Congress is currently haggling over an agreement to bail out the financial markets. While a final agreement is still up in the air, we must not forget than inaction is not an option. Without action to shore up the banking system, financial markets may very well freeze up, stalling the overall economy. And without action to spur job creation and support working people, the labor market will freeze and fundamental economic weaknesses will continue.
Far from being an unforeseeable natural disaster, the current financial crisis is a predictable outgrowth of excessive risk-taking, regulatory failure, and lack of accountability in corporations and government. Unfortunately, we are now in a position of having to act to lower the risk of a global market meltdown.

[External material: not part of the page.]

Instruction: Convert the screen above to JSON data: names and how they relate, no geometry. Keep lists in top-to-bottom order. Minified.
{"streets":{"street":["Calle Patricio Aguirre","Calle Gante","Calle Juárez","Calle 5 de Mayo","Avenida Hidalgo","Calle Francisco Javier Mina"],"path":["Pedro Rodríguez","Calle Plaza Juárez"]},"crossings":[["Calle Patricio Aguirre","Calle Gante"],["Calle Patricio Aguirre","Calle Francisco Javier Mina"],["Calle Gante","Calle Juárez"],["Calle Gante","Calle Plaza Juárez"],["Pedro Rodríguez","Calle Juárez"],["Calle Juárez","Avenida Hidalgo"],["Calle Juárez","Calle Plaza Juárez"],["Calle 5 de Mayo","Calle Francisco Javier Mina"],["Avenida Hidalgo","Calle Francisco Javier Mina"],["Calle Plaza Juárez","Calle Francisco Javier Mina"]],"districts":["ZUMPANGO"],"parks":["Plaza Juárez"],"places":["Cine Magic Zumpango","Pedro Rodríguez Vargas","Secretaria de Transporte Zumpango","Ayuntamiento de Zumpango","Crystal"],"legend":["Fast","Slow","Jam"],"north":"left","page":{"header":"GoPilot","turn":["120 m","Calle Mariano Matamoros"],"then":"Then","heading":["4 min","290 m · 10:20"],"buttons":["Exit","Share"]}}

The administration’s initial proposal to shore up the markets was offensive; it essentially asked for a $700 billion blank check for the Treasury secretary with no oversight, no review, and no transparency. Members of Congress this weekend hammered out a better version that includes taxpayer protections, transparency requirements, and government oversight, as well as provisions that will begin to provide assistance to homeowners. Far from ideal, it nevertheless could have been a step forward if Congress had enacted it.
Many of the added safeguards lack teeth and the bill would give excessive discretion to the Treasury secretary. Vigilant congressional and external oversight would be critical to ensure that taxpayers were not taken for a ride by Wall Street.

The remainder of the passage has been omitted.